Gilbert Henry à Vullierens : « Abandonner totalement cette culture serait vraiment un crève coeur ! »

Gilbert Henry, agriculteur à Vullierens, est l’un de ces planteurs passionnés par la culture de betterave à sucre. Une culture introduite en 1965 par son père Arnold Henry, lui aussi passionné par la douce racine.

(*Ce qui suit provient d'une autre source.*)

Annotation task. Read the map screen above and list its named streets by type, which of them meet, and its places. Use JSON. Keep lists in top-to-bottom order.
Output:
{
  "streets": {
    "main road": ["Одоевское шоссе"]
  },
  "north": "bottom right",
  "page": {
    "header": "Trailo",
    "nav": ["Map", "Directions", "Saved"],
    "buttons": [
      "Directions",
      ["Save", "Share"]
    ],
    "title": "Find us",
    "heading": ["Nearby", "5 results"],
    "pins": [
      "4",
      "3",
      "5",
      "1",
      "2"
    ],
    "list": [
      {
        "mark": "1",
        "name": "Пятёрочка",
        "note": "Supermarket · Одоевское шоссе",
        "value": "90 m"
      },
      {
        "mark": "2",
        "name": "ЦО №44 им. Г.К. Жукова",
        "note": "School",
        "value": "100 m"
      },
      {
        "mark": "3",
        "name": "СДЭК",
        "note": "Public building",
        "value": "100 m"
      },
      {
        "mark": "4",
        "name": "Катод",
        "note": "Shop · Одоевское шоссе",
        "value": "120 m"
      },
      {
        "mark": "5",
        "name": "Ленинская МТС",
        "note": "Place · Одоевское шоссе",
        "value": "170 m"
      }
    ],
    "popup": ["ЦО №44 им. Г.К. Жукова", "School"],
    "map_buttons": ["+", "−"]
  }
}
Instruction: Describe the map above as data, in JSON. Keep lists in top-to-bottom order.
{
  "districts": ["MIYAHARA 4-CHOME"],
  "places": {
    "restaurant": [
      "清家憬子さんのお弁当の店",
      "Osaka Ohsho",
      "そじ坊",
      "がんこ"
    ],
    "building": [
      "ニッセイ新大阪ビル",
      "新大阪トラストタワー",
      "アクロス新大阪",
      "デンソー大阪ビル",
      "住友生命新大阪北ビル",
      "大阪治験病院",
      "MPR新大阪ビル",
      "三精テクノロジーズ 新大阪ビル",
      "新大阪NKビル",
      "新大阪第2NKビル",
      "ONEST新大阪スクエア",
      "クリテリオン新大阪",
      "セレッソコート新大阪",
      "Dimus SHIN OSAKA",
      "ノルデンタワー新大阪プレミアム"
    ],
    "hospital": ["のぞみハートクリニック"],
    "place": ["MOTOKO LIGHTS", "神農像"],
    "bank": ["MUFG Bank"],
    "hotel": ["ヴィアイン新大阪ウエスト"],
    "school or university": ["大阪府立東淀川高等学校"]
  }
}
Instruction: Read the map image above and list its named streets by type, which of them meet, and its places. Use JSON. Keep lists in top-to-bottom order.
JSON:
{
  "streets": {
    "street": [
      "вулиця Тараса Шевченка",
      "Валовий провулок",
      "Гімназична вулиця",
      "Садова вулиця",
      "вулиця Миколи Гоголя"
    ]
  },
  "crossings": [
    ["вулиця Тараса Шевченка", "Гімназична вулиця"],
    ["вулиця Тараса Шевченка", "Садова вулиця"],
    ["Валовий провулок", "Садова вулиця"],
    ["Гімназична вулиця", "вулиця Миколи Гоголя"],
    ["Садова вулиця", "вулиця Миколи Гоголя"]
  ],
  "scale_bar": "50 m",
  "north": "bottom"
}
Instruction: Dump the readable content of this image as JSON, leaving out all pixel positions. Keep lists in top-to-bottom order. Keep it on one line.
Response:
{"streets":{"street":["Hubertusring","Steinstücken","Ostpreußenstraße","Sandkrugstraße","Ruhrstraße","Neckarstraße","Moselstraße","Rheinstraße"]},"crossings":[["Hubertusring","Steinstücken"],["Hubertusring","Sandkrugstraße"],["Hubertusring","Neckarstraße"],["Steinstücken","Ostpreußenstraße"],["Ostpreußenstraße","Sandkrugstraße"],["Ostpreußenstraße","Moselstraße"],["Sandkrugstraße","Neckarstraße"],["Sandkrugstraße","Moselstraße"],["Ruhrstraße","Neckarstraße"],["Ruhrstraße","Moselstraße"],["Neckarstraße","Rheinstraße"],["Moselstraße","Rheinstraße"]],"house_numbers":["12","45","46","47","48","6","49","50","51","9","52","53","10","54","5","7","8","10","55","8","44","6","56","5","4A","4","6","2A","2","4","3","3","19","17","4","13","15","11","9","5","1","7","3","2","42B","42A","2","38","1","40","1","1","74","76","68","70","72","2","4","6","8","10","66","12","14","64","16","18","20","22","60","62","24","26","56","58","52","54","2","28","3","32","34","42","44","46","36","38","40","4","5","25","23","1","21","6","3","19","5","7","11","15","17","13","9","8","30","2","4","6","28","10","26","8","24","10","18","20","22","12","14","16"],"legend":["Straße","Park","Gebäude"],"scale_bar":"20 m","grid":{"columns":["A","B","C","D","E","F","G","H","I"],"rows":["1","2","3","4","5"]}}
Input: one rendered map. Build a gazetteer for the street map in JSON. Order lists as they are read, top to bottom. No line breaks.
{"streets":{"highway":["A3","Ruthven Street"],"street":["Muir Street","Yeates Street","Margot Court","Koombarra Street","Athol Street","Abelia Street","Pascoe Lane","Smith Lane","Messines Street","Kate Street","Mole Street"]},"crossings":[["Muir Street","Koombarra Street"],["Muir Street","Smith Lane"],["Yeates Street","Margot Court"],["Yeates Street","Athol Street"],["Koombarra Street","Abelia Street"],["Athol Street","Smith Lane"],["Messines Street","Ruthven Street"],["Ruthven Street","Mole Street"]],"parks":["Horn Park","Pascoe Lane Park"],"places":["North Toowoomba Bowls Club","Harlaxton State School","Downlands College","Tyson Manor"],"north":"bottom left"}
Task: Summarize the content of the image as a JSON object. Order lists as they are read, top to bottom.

Rencontré sur sa parcelle fortement atteinte par la jaunisse, Gilbert Henry est désabusé: «Lorsque j’ai arrêté le bétail laitier en 1998, j’ai doublé ma surface assolée en betteraves pour la porter à 6ha. En 2000, le prix de base était de frs 13.32/100kg. Pour 2020 il est à 3.90/100kg. Depuis dix ans, une prime à l’hectare a atténué la perte enregistrée à cause de la baisse du prix d’achat des racines. Mais avec le syndrome de basse richesse, le revenu de cette culture a encore diminué. Selon les circonstances, on subit une diminution de revenu de plus ou moins 50%. Pour cette saison, avec les effets de la jaunisse accentués par la sécheresse en sus, on s’attend à une perte encore plus forte. On doit renouveler nos contrats avec la sucrerie au 30 septembre. J’attends avec impatience une prise de position des autorités concernant l’utilisation temporaire de l’insecticide à même de contrôler les pucerons! De celle-ci découlera ma décision de continuer, diminuer de moitié ou abandonner cette culture, ce qui pour moi serait vraiment un crève-coeur!»